Soon after the first two attacks, several electric energy utilities in Texas that had energy control systems connected to their corporate networks were exploited. Attackers used these systems to cause several intentional faults that severely damaged a major generating station near Dallas and shut down a number of other stations throughout the state, causing a collapse of the power system for between 24 hours and several days in certain areas. The outage leading to food spoilage, major discomfort, and a number of deaths as air conditioning failed in the over-100°F heat.
Even after the events that initiated the physical world damages were over, the multitude of compromised machines continued to DDoS the networks, preventing telephone calls and news from reaching citizens through “modern” channels. Resolution of the problem only began several hours later in the day when an executive order was issued by the president to require ISPs disconnect consumer machines from the Internet until an interim solution could be found.
As could have been expected, the turmoil that resulted became a major issue in the presidential election, with campaign promises to regulate or tame the Internet coming from both parties. There was also much talk of holding those responsible for the attack accountable using all means available to the United States. However, determining responsibility proved to be difficult. Forensic analysis showed that the attacks seemed to originate from home users’ PCs on US soil, but it was quickly determined that these users did not have the capabilities to mount such an attack, and that these machines were only used as a staging ground for the attackers.
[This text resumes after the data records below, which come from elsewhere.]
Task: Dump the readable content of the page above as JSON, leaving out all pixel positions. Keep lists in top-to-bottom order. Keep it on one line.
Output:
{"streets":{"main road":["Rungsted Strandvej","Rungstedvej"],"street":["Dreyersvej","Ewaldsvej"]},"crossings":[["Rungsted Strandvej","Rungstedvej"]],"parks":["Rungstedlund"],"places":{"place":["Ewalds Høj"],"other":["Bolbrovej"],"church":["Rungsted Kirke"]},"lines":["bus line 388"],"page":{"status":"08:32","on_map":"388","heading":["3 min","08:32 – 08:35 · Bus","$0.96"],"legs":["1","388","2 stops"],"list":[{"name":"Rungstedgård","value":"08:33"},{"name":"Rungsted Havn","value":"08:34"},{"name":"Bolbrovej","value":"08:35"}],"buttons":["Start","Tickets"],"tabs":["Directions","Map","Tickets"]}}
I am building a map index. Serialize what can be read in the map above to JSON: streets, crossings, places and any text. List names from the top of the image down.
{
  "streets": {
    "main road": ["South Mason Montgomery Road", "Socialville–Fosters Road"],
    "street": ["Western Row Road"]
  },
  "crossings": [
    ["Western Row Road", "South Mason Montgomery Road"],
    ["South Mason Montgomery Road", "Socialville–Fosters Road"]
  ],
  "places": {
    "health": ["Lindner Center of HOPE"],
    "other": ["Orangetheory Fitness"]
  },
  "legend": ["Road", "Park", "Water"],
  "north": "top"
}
Some began pointing fingers at China and others, but the lack of evidence made this position untenable. However, the attacks did enable other responses. Similar to post-September 11 politics, the attacks cultivated the political will both domestically and internationally to make the Internet a far more accountable environment to dissuade future attacks out of fear of retaliation using legal, economic, or military force.
The “open” nature of the Internet and its historic ethos and roots were cited as the major enabling factors for these attacks. The expectation of opportunity to revamp many of the fundamental principles of the Internet brought together many strange bedfellows. IP rightsholders became advocates of stronger identity and accountability systems to enable better enforce their rights on the Internet. Similarly, some international governments and other institutions that had been pushing for multilateral governmental control over the Internet used this crisis to motivate the centralization of control over Internet addresses and names with the ITU.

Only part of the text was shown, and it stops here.